L. Markin, O. Medvyedyeva

Danylo Halytsky Lviv National Medical University

Introduction. Preeclampsia (PE) continues to be the leading cause of maternal and fetal morbidity and mortality worldwide with an incidence of 3.0–5.0 % [1, 6, 8, 10]. It is responsible for approximately 76,000 maternal deaths and 500,000 infant deaths per year worldwide [7, 4].

PE represents one of the most common causes of maternal mortality and severe maternal morbidity including eclampsia, placental abruption, pulmonary edema, and acute renal failure. Infants of mothers with preeclampsia are at approximately 2-fold higher risk of neonatal death and at increased risk of neonatal morbidity including low V. Apgar scores, seizures, neonatal encephalopathy, and neonatal intensive care admission [5, 7].

In the past 30 years, a large amount of research has been performed to investigate the pathogenesis and pathophysiology of preeclampsia. Despite that, understanding of these processes has increased strikingly, the ability to manage PE has not improved accordingly.

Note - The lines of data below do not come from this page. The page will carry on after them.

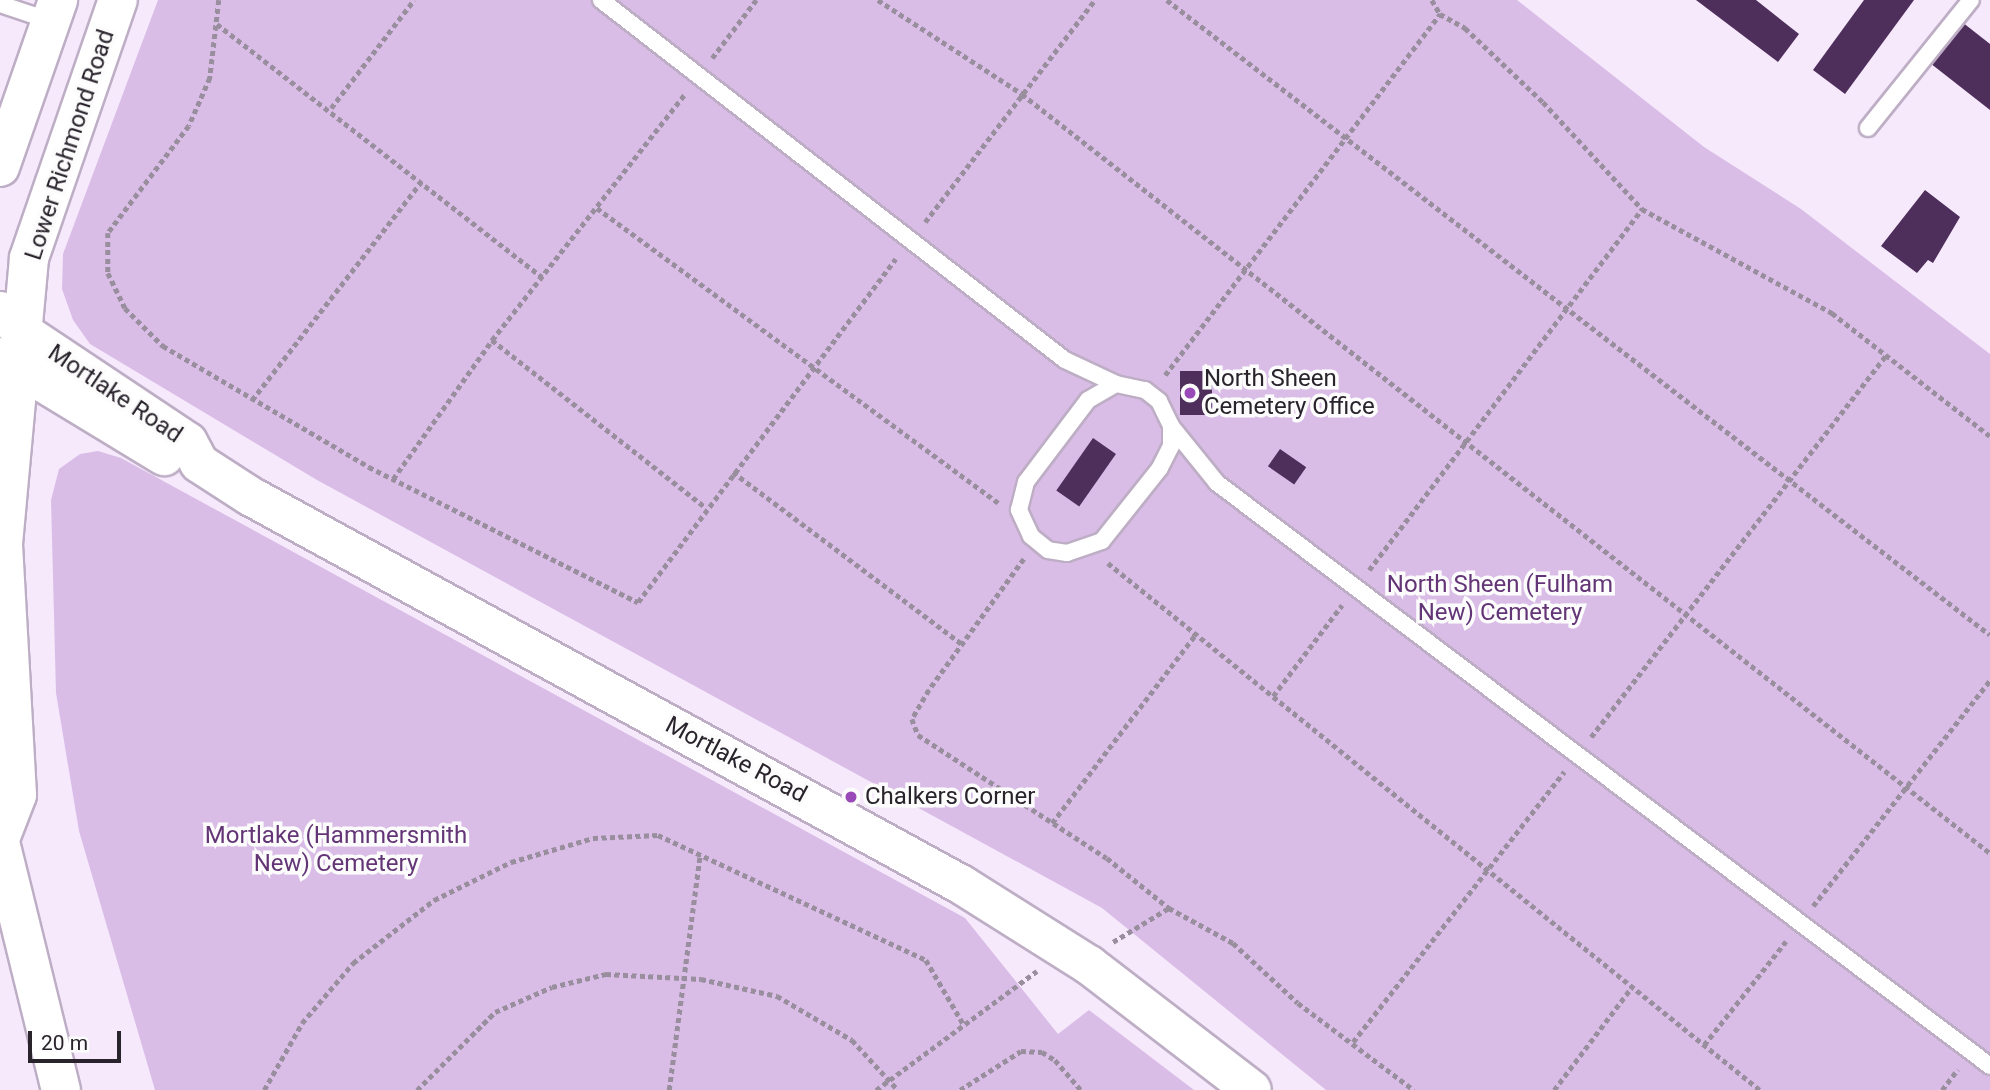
<!DOCTYPE html>
<html>
<head>
<meta charset="utf-8">
<style>
	body { margin:0 }
	#map { position:relative; width:1990px; height:1090px; overflow:hidden; background:#f6e9fc; font-family:Roboto,sans-serif }
	div>[style] { position:absolute }
	[style*='--x'] { left:calc(var(--x)*1px); top:calc(var(--y)*1px); width:calc(var(--w)*1px); rotate:calc(var(--a)*1deg) }
	.green>* { inset:0; background:#dabde7 }
	.building>* { inset:0; background:#4e2e5b; transform-origin:0 0 }
	.path>* { height:4.5px; margin-top:-2.25px; transform-origin:0; background:repeating-linear-gradient(90deg,#988e9d 0 5px,transparent 0 8.5px) }
	.roads { filter:drop-shadow(2px 0 #beaec5) drop-shadow(-2px 0 #beaec5) drop-shadow(0 2px #beaec5) drop-shadow(0 -2px #beaec5) }
	.lane>* { height:16px; margin:-8px; padding:0 8px; transform-origin:8px; border-radius:8px; background:#fff }
	.highway>* { height:38px; margin:-19px; padding:0 19px; transform-origin:19px; border-radius:19px; background:#fff }
	.dots>* { width:19px; height:19px; translate:-50% -50%; box-sizing:border-box; border:4px solid #fcfcfc; border-radius:50% }
	span { translate:-50% -50%; white-space:nowrap; text-align:center; line-height:1.15; -webkit-text-stroke:7px #fcfcfc; paint-order:stroke }
	.street-label { font-size:24px; color:#29232c }
	.poi-label { font-size:24px; color:#29232c }
	.left { translate:0 -50%; text-align:left }
	.park-label { font-size:24px; color:#633576 }
	.scale { position:absolute; left:28px; top:1031px; width:93px; height:32px; box-sizing:border-box; border:4px solid #29232c; border-top:0; padding-left:9px; font-size:21px; line-height:24px; white-space:nowrap; color:#29232c; -webkit-text-stroke:5px #fcfcfc; paint-order:stroke }
</style>
</head>
<body>
<div id="map">
	<div class="green">
		<div style="clip-path:polygon(158px 0,1517px 0,1704px 147px,1801px 209px,1990px 354px,1990px 1090px,1326px 1090px,1102px 908px,317px 480px,90px 344px,73px 320px,62px 289px,63px 254px)"></div>
		<div style="clip-path:polygon(98px 451px,121px 458px,965px 918px,1058px 1034px,1089px 1010px,1194px 1090px,155px 1090px,79px 831px,56px 693px,51px 500px,59px 469px,80px 454px)"></div>
	</div>
	<div class="building">
		<div style="clip-path:polygon(1696px 0,1756px 0,1799px 34px,1778px 62px)"></div>
		<div style="clip-path:polygon(1864px 0,1914px 0,1845px 94px,1813px 70px)"></div>
		<div style="clip-path:polygon(1962px 22px,1990px 44px,1990px 110px,1930px 63px)"></div>
		<div style="clip-path:polygon(1925px 190px,1960px 217px,1933px 263px,1928px 260px,1917px 273px,1881px 246px)"></div>
		<div style="left:1180px;top:371px;width:32px;height:44px"></div>
		<div style="left:1093px;top:438px;width:28px;height:64px;rotate:35deg"></div>
		<div style="left:1280px;top:449px;width:32px;height:21px;rotate:35deg"></div>
	</div>
	<div class="path">
		<div style="--x:219;--y:0;--w:79;--a:96.6"></div>
		<div style="--x:210;--y:78;--w:52;--a:113.6"></div>
		<div style="--x:189;--y:126;--w:134;--a:127.1"></div>
		<div style="--x:108;--y:233;--w:40;--a:90"></div>
		<div style="--x:108;--y:273;--w:39;--a:64"></div>
		<div style="--x:125;--y:308;--w:54;--a:45"></div>
		<div style="--x:163;--y:346;--w:239;--a:30.4"></div>
		<div style="--x:369;--y:467;--w:301;--a:26.7"></div>
		<div style="--x:638;--y:602;--w:429;--a:-53.1"></div>
		<div style="--x:878;--y:0;--w:172;--a:33.1"></div>
		<div style="--x:1022;--y:94;--w:1230;--a:38.1"></div>
		<div style="--x:1167;--y:0;--w:1039;--a:37.65"></div>
		<div style="--x:1432;--y:0;--w:16;--a:60"></div>
		<div style="--x:1440;--y:14;--w:29;--a:29"></div>
		<div style="--x:1465;--y:28;--w:108;--a:43.5"></div>
		<div style="--x:1543;--y:102;--w:146;--a:47.2"></div>
		<div style="--x:1642;--y:209;--w:217;--a:28.7"></div>
		<div style="--x:1832;--y:313;--w:200;--a:37.9"></div>
		<div style="--x:217;--y:24;--w:412;--a:37.9"></div>
		<div style="--x:712;--y:58;--w:73;--a:-52.8"></div>
		<div style="--x:331;--y:108;--w:136;--a:-52.5"></div>
		<div style="--x:597;--y:208;--w:498;--a:36.3"></div>
		<div style="--x:925;--y:222;--w:280;--a:-52.6"></div>
		<div style="--x:492;--y:340;--w:272;--a:38.1"></div>
		<div style="--x:1165;--y:375;--w:454;--a:-52.7"></div>
		<div style="--x:252;--y:400;--w:276;--a:-52.2"></div>
		<div style="--x:733;--y:472;--w:286;--a:36.9"></div>
		<div style="--x:393;--y:479;--w:171;--a:-54.5"></div>
		<div style="--x:492;--y:340;--w:314;--a:-51.9"></div>
		<div style="--x:1024;--y:559;--w:162;--a:125.9"></div>
		<div style="--x:929;--y:690;--w:34;--a:120"></div>
		<div style="--x:912;--y:719;--w:17;--a:69"></div>
		<div style="--x:918;--y:735;--w:225;--a:33.1"></div>
		<div style="--x:1107;--y:858;--w:80;--a:38.9"></div>
		<div style="--x:1169;--y:908;--w:73;--a:28.7"></div>
		<div style="--x:1233;--y:943;--w:88;--a:42.7"></div>
		<div style="--x:1298;--y:1003;--w:145;--a:36.9"></div>
		<div style="--x:1108;--y:563;--w:838;--a:38.95"></div>
		<div style="--x:1369;--y:570;--w:453;--a:-52.9"></div>
		<div style="--x:1273;--y:696;--w:114;--a:-52.8"></div>
		<div style="--x:1591;--y:737;--w:482;--a:-52.3"></div>
		<div style="--x:1052;--y:823;--w:238;--a:-52.7"></div>
		<div style="--x:1813;--y:906;--w:287;--a:-51.9"></div>
		<div style="--x:1113;--y:942;--w:66;--a:-31.3"></div>
		<div style="--x:1353;--y:1042;--w:343;--a:-52"></div>
		<div style="--x:1704;--y:1045;--w:132;--a:-51.7"></div>
		<div style="--x:264;--y:1090;--w:77;--a:-60.4"></div>
		<div style="--x:302;--y:1023;--w:79;--a:-49.6"></div>
		<div style="--x:353;--y:963;--w:103;--a:-37.9"></div>
		<div style="--x:434;--y:900;--w:86;--a:-26.3"></div>
		<div style="--x:511;--y:862;--w:85;--a:-16.3"></div>
		<div style="--x:593;--y:838;--w:65;--a:-2.6"></div>
		<div style="--x:658;--y:835;--w:296;--a:25"></div>
		<div style="--x:926;--y:960;--w:75;--a:59.7"></div>
		<div style="--x:417;--y:1090;--w:110;--a:-45"></div>
		<div style="--x:495;--y:1012;--w:62;--a:-23.7"></div>
		<div style="--x:552;--y:987;--w:56;--a:-13.5"></div>
		<div style="--x:606;--y:974;--w:95;--a:3"></div>
		<div style="--x:701;--y:979;--w:78;--a:12.6"></div>
		<div style="--x:777;--y:996;--w:87;--a:30.4"></div>
		<div style="--x:852;--y:1040;--w:68;--a:47.4"></div>
		<div style="--x:669;--y:1090;--w:237;--a:-82.5"></div>
		<div style="--x:876;--y:1090;--w:200;--a:-36.5"></div>
		<div style="--x:960;--y:1090;--w:72;--a:-32.6"></div>
		<div style="--x:1021;--y:1051;--w:21;--a:3"></div>
		<div style="--x:1042;--y:1052;--w:15;--a:32"></div>
		<div style="--x:1055;--y:1060;--w:40;--a:49"></div>
		<div style="--x:1554;--y:1090;--w:129;--a:-52.9"></div>
		<div style="--x:1942;--y:1090;--w:26;--a:-53"></div>
	</div>
	<div class="roads">
		<div class="lane">
			<div style="--x:601;--y:0;--w:587;--a:37.81"></div>
			<div style="--x:1065;--y:360;--w:56;--a:25.2"></div>
			<div style="--x:0;--y:4;--w:54;--a:18.4"></div>
			<div style="--x:1868;--y:128;--w:164;--a:-51.2"></div>
			<div style="--x:1116;--y:384;--w:30;--a:12"></div>
			<div style="--x:1145;--y:390;--w:18;--a:38"></div>
			<div style="--x:1159;--y:401;--w:28;--a:64"></div>
			<div style="--x:1171;--y:426;--w:20;--a:90"></div>
			<div style="--x:1171;--y:446;--w:25;--a:117"></div>
			<div style="--x:1160;--y:468;--w:93;--a:128.5"></div>
			<div style="--x:1102;--y:541;--w:37;--a:161"></div>
			<div style="--x:1067;--y:553;--w:19;--a:-171"></div>
			<div style="--x:1048;--y:550;--w:22;--a:-141"></div>
			<div style="--x:1031;--y:536;--w:29;--a:-115"></div>
			<div style="--x:1019;--y:510;--w:29;--a:-76"></div>
			<div style="--x:1026;--y:482;--w:103;--a:-52.9"></div>
			<div style="--x:1088;--y:400;--w:32;--a:-30"></div>
			<div style="--x:1171;--y:426;--w:73;--a:51.1"></div>
			<div style="--x:1217;--y:483;--w:968;--a:37.02"></div>
		</div>
		<div class="highway">
			<div style="--x:0;--y:167;--w:177;--a:-70.8"></div>
			<div style="--x:0;--y:311;--w:31;--a:42"></div>
			<div style="--x:23;--y:332;--w:198;--a:33.7"></div>
			<div style="--x:188;--y:442;--w:24;--a:62"></div>
			<div style="--x:199;--y:463;--w:61;--a:32.9"></div>
			<div style="--x:250;--y:496;--w:811;--a:28.65"></div>
			<div style="--x:962;--y:885;--w:150;--a:32.2"></div>
			<div style="--x:1089;--y:965;--w:205;--a:37.5"></div>
			<div style="--x:1;--y:357;--w:191;--a:31.3"></div>
			<div style="--x:0;--y:839;--w:47;--a:-68.9"></div>
			<div style="--x:17;--y:795;--w:251;--a:-93.2"></div>
			<div style="--x:3;--y:544;--w:287;--a:-84.8"></div>
			<div style="--x:29;--y:258;--w:273;--a:-71"></div>
			<div style="--x:0;--y:842;--w:255;--a:76.2"></div>
		</div>
	</div>
	<div class="dots">
		<div style="left:1190px;top:393px;background:#9a49b9"></div>
		<div style="left:851px;top:797px;background:#9a49b9"></div>
	</div>
	<div class="street-label">
		<span style="left:70px;top:145px;rotate:-72deg">Lower Richmond Road</span>
		<span style="left:115px;top:394px;rotate:34deg">Mortlake Road</span>
		<span style="left:736px;top:760px;rotate:28deg">Mortlake Road</span>
	</div>
	<div class="poi-label">
		<span class="left" style="left:1204px;top:393px">North Sheen<br>Cemetery Office</span>
		<span class="left" style="left:865px;top:797px">Chalkers Corner</span>
	</div>
	<div class="park-label">
		<span style="left:1500px;top:599px">North Sheen (Fulham<br>New) Cemetery</span>
		<span style="left:336px;top:850px">Mortlake (Hammersmith<br>New) Cemetery</span>
	</div>
	<div class="scale">20 m</div>
</div>
</body>
</html>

Proof of this is the fact that the diagnostic criteria of PE are still based on unspecific clinical, ultrasound and laboratory findings, rather than on their pathogenic origin, and such diagnostic criteria have scarcely been modified over the past decades [4, 10].

As a paradigm, the current gold standard of PE diagnosis relies on the demonstration of new-onset of hypertension and proteinuria in the second half of pregnancy, whose presence does not always precede the onset of complications and has no predictive ability of PE-related adverse outcomes. Recently evidence suggests that PE can be subdivided into early-onset PE (EOP), requiring delivery before 34 weeks gestation and late-onset PE (LOP), with delivery at or after 34 weeks, because the former is associated with a higher incidence of adverse outcome [2, 3, 5–7, 9]. They are associated with different maternal and fetal outcomes, biochemical markers, heritability, and clinical features. Although the diagnostic criteria are the same in each of these phenotypic variants of preeclampsia, they are characterized by different clinical features and are associated with different maternal and fetal outcomes [5–9].

Within the context of personalized medicine, future lines for investigations dealing with the prediction and prevention of PE should be based on the identification of the PE subtypes with regard to the maternal characteristics and clinical factors.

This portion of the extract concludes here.